Zidane sélectionneur des Bleus : sa réponse sur Deschamps qui a marqué toute la salle
Il y a des salles de presse où on sent que quelque chose de fort va se passer. Ce mercredi, celle où Zinédine Zidane a été présenté comme nouveau sélectionneur des Bleus en faisait partie. L’ancien numéro 10 tricolore n’a pas seulement parlé tactique ou objectifs.

Il a parlé de Didier Deschamps, son prédécesseur, avec des mots qui ont surpris tout le monde. Et une phrase en particulier a fait le tour des rédactions en quelques minutes.
Une question sur Deschamps, un silence qui en dit long
La question était presque prévisible. Un journaliste demande à Zidane ce que représente pour lui le fait de succéder à l’homme qui a dirigé les Bleus pendant plus d’une décennie. Selon franceinfo, le nouveau sélectionneur a marqué une pause avant de répondre.
Ce silence, tout le monde l’a remarqué. Dans une conférence de presse rythmée par des questions techniques, ce moment de flottement a changé l’ambiance de la salle.
Zidane a fini par lâcher une phrase qui a immédiatement circulé sur les réseaux : il ne s’agissait pas de remplacer Deschamps, mais de continuer une histoire commencée bien avant lui. Une manière de rendre hommage sans minimiser l’héritage laissé par son prédécesseur, dont l’avenir avait déjà fait couler beaucoup d’encre ces derniers mois.
« J’ai tout refusé » : la phrase qui a fait basculer la salle
Mais le vrai moment fort de la conférence est arrivé un peu plus tard. Zidane a été interrogé sur les multiples propositions qu’il avait reçues ces dernières années, entre clubs prestigieux et sélections étrangères.
Sa réponse, rapportée par RMC Sport, a été cash : « J’ai tout refusé ». Trois mots, mais une déclaration qui en dit long sur l’attachement de l’ancien Ballon d’Or à l’équipe de France.
Il aurait pu accepter d’autres bancs, d’autres challenges plus rapides à mettre en place. Il a préféré attendre ce moment précis, celui où les Bleus auraient réellement besoin de lui. Ce choix rappelle d’ailleurs les rumeurs qui l’ont un temps rapproché de l’OM, jamais concrétisées.
Cette phrase a suscité une salve d’applaudissements discrets dans la salle. Certains journalistes présents ont même évoqué une émotion palpable chez celui qui n’est pourtant pas réputé pour être bavard.
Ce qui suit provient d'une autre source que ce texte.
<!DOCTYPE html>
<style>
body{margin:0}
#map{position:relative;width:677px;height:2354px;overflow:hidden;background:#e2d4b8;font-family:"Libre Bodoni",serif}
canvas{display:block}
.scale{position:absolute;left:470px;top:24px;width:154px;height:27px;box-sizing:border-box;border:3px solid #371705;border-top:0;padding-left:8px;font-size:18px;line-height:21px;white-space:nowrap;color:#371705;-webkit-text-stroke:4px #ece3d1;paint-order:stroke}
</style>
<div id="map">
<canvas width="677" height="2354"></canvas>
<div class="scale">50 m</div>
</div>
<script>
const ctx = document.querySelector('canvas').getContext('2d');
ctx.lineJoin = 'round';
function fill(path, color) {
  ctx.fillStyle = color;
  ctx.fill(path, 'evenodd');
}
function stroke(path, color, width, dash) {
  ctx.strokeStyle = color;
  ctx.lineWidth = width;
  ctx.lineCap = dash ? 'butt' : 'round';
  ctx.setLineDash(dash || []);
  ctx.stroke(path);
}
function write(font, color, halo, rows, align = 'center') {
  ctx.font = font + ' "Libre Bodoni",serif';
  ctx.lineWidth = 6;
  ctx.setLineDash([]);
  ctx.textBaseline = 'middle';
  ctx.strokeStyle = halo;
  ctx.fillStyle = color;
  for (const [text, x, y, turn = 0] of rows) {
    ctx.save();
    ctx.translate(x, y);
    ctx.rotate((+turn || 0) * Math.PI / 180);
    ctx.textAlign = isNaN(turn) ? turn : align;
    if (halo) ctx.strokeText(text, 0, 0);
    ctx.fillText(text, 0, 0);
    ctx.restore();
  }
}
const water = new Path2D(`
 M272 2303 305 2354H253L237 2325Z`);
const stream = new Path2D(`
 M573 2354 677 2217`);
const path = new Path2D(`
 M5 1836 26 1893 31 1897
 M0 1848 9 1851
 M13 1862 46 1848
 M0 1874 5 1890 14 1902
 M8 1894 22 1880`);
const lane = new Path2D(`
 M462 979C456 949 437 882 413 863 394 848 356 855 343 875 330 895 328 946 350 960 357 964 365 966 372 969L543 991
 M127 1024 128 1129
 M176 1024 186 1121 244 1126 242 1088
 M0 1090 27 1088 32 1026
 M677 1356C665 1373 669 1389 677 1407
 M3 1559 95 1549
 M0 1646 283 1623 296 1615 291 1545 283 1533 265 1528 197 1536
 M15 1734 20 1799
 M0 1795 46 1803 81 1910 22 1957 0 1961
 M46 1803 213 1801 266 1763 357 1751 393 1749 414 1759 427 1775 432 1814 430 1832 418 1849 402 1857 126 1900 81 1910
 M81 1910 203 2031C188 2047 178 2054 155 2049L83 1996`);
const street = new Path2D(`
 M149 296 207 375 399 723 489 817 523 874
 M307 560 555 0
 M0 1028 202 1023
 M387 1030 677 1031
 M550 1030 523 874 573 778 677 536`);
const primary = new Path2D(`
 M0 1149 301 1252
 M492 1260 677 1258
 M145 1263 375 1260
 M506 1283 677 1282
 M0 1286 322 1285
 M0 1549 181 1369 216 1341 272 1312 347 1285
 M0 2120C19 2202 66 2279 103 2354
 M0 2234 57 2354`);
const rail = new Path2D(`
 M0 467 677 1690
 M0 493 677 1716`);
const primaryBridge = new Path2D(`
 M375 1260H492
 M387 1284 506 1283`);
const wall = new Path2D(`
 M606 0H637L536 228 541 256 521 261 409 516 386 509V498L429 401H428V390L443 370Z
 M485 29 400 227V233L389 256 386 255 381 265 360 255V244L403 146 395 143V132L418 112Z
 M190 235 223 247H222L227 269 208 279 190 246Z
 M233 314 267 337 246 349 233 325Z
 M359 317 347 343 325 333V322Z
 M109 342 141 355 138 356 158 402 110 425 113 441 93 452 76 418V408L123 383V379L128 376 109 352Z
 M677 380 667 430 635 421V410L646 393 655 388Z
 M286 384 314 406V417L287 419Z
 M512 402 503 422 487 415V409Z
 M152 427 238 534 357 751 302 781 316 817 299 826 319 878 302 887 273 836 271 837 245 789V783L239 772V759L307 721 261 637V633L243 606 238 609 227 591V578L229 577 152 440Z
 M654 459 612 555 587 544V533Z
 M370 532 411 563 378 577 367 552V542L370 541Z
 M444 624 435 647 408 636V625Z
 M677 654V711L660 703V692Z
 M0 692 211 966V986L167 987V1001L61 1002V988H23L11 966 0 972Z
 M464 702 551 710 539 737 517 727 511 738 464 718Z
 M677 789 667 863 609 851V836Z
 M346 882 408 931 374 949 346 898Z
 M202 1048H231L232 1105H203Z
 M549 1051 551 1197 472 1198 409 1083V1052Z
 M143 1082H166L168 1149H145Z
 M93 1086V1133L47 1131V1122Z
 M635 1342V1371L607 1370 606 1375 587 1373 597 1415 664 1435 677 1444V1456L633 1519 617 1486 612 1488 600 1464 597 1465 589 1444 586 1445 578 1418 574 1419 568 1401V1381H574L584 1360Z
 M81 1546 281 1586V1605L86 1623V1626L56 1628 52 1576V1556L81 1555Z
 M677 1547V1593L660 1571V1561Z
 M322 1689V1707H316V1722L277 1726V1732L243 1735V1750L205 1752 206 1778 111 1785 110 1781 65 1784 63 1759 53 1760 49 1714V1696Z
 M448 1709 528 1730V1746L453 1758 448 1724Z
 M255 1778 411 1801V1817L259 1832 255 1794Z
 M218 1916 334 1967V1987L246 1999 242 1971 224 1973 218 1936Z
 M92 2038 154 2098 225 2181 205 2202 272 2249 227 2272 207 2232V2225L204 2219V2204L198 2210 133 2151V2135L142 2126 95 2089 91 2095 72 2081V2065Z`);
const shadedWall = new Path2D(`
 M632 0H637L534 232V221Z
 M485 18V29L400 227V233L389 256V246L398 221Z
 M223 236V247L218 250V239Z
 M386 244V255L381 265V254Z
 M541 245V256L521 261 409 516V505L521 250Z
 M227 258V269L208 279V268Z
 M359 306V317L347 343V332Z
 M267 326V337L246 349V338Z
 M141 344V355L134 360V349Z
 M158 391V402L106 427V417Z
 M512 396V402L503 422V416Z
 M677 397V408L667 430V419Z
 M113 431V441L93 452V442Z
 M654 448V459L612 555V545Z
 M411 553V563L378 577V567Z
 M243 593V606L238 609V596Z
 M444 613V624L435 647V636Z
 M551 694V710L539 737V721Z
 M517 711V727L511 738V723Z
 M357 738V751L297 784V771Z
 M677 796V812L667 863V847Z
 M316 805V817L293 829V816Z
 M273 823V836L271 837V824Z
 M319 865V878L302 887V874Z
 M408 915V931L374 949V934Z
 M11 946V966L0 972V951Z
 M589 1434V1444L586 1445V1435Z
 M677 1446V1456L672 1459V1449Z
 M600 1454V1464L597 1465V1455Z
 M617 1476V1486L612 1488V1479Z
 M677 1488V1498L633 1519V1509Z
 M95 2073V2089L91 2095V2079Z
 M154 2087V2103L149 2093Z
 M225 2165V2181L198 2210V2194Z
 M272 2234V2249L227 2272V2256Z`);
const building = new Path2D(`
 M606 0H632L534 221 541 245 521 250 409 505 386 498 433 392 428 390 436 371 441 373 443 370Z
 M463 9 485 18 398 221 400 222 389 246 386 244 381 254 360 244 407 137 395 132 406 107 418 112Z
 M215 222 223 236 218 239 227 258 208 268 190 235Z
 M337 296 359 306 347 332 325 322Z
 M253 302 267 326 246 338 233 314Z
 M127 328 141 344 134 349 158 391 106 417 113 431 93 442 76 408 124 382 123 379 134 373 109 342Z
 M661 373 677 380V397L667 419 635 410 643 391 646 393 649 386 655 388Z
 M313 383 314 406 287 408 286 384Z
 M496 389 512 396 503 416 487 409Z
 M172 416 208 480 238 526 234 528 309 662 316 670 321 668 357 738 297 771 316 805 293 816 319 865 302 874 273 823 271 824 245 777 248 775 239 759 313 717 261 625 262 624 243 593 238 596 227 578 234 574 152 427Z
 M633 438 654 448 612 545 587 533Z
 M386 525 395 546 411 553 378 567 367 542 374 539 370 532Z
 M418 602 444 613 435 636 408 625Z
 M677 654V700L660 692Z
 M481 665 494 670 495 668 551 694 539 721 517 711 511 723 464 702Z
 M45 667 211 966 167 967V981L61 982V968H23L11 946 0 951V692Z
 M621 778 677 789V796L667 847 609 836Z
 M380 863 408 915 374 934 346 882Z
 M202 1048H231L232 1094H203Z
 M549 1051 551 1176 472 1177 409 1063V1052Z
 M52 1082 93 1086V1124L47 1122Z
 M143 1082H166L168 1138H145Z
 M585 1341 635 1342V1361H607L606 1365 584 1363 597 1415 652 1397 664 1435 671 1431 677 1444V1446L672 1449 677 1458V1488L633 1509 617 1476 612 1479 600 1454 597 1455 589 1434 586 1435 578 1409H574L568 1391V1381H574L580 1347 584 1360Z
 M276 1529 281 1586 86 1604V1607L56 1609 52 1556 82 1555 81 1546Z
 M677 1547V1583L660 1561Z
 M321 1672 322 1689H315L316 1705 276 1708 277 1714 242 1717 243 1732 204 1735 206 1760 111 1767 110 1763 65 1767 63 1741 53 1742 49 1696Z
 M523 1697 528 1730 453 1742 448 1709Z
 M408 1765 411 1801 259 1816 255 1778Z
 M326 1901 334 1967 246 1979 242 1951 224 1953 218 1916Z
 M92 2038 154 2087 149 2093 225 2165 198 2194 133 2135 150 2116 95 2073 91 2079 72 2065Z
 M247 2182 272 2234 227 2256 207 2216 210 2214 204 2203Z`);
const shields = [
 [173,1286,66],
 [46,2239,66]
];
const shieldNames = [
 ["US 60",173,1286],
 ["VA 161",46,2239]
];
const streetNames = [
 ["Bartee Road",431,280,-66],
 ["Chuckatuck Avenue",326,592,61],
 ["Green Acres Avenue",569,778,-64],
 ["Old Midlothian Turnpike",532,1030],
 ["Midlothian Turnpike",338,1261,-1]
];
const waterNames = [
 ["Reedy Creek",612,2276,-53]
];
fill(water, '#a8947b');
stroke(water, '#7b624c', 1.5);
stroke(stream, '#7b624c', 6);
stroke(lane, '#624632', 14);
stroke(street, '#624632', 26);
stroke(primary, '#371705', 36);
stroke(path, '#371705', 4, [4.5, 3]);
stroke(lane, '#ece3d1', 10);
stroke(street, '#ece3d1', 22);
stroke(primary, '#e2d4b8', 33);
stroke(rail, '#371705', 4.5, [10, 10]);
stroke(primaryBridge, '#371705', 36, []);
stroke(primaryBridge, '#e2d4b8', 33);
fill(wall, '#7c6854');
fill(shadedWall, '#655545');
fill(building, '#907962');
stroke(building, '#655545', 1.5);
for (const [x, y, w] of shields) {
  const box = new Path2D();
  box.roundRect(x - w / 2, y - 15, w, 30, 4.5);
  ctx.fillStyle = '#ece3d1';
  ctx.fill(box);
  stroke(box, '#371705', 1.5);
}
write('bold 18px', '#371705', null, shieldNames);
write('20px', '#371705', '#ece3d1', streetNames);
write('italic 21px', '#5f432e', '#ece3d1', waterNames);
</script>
L’émotion visible et l’hommage inattendu au staff
Ce qui a surpris, c’est aussi la voix de Zidane qui a légèrement tremblé au moment d’évoquer les hommes de l’ombre. Il a tenu à saluer le staff historique de Deschamps, resté fidèle pendant quatorze ans.
Un geste d’autant plus fort qu’une lettre bouleversante avait été adressée par ce même staff à Deschamps juste avant l’arrivée de Zidane. Une page qui se tourne, mais dans le respect.
Selon Closer, Zidane a également glissé un mot personnel pour Deschamps lui-même, évoquant une relation de respect mutuel construite depuis des années malgré des styles totalement différents.
Cette séquence a résonné avec le message que Deschamps lui-même avait envoyé quelques semaines plus tôt, promettant de devenir un « supporter silencieux » de son successeur. Un passage de témoin presque théâtral, mais visiblement sincère des deux côtés.
Pourquoi ce moment a autant marqué les observateurs
Dans le monde du football, les passations de pouvoir se font rarement avec autant d’élégance affichée publiquement. Beaucoup s’attendaient à un discours plus froid, plus institutionnel.
Au lieu de ça, Zidane a livré une conférence chargée en émotion, loin de l’image parfois distante qu’on lui prête. Ce contraste a alimenté les échanges sur les réseaux sociaux toute la soirée.
Les supporters ont particulièrement retenu le « j’ai tout refusé », perçu comme une preuve d’attachement rare dans un milieu où les egos et les opportunités financières dictent souvent les choix de carrière.
Reste maintenant à savoir comment cette émotion du premier jour se traduira sur le terrain. La suite, elle, s’écrira lors des premiers rassemblements des Bleus sous ses ordres.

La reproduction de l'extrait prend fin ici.